**TASK TO CARRY OUT**
Every record, down to the last line, must be given again exactly.

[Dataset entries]
'''
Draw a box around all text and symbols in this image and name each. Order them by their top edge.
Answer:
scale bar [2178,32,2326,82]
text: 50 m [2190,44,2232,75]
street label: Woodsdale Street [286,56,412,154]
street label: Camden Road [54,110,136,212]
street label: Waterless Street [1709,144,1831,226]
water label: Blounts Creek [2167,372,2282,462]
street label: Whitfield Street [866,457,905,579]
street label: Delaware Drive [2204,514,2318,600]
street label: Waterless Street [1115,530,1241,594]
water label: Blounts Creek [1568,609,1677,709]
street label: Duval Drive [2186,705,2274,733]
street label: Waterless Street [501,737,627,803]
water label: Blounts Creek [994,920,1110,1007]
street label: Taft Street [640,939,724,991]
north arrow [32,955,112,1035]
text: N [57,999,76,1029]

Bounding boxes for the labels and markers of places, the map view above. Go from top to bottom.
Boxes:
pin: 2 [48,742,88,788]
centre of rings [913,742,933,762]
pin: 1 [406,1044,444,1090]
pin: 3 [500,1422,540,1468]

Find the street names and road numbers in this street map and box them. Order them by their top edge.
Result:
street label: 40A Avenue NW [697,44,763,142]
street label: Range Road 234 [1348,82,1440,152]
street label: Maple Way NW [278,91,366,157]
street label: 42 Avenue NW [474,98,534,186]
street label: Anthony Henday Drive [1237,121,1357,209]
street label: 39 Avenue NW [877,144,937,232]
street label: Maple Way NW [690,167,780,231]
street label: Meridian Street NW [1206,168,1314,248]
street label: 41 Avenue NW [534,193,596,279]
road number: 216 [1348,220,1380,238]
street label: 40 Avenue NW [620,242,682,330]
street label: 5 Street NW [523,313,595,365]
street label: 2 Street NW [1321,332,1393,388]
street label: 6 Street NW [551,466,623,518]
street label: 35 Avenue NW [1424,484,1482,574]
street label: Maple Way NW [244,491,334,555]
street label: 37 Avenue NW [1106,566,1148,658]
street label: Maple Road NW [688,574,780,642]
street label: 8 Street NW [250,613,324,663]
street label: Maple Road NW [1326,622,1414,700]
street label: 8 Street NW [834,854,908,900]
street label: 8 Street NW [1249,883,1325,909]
'''
**TASK OUTPUT**
Draw a box around all text and symbols in this image and name each. Order them by their top edge.
Answer:
scale bar [2178,32,2326,82]
text: 50 m [2190,44,2232,75]
street label: Woodsdale Street [286,56,412,154]
street label: Camden Road [54,110,136,212]
street label: Waterless Street [1709,144,1831,226]
water label: Blounts Creek [2167,372,2282,462]
street label: Whitfield Street [866,457,905,579]
street label: Delaware Drive [2204,514,2318,600]
street label: Waterless Street [1115,530,1241,594]
water label: Blounts Creek [1568,609,1677,709]
street label: Duval Drive [2186,705,2274,733]
street label: Waterless Street [501,737,627,803]
water label: Blounts Creek [994,920,1110,1007]
street label: Taft Street [640,939,724,991]
north arrow [32,955,112,1035]
text: N [57,999,76,1029]

Bounding boxes for the labels and markers of places, the map view above. Go from top to bottom.
Boxes:
pin: 2 [48,742,88,788]
centre of rings [913,742,933,762]
pin: 1 [406,1044,444,1090]
pin: 3 [500,1422,540,1468]

Find the street names and road numbers in this street map and box them. Order them by their top edge.
Result:
street label: 40A Avenue NW [697,44,763,142]
street label: Range Road 234 [1348,82,1440,152]
street label: Maple Way NW [278,91,366,157]
street label: 42 Avenue NW [474,98,534,186]
street label: Anthony Henday Drive [1237,121,1357,209]
street label: 39 Avenue NW [877,144,937,232]
street label: Maple Way NW [690,167,780,231]
street label: Meridian Street NW [1206,168,1314,248]
street label: 41 Avenue NW [534,193,596,279]
road number: 216 [1348,220,1380,238]
street label: 40 Avenue NW [620,242,682,330]
street label: 5 Street NW [523,313,595,365]
street label: 2 Street NW [1321,332,1393,388]
street label: 6 Street NW [551,466,623,518]
street label: 35 Avenue NW [1424,484,1482,574]
street label: Maple Way NW [244,491,334,555]
street label: 37 Avenue NW [1106,566,1148,658]
street label: Maple Road NW [688,574,780,642]
street label: 8 Street NW [250,613,324,663]
street label: Maple Road NW [1326,622,1414,700]
street label: 8 Street NW [834,854,908,900]
street label: 8 Street NW [1249,883,1325,909]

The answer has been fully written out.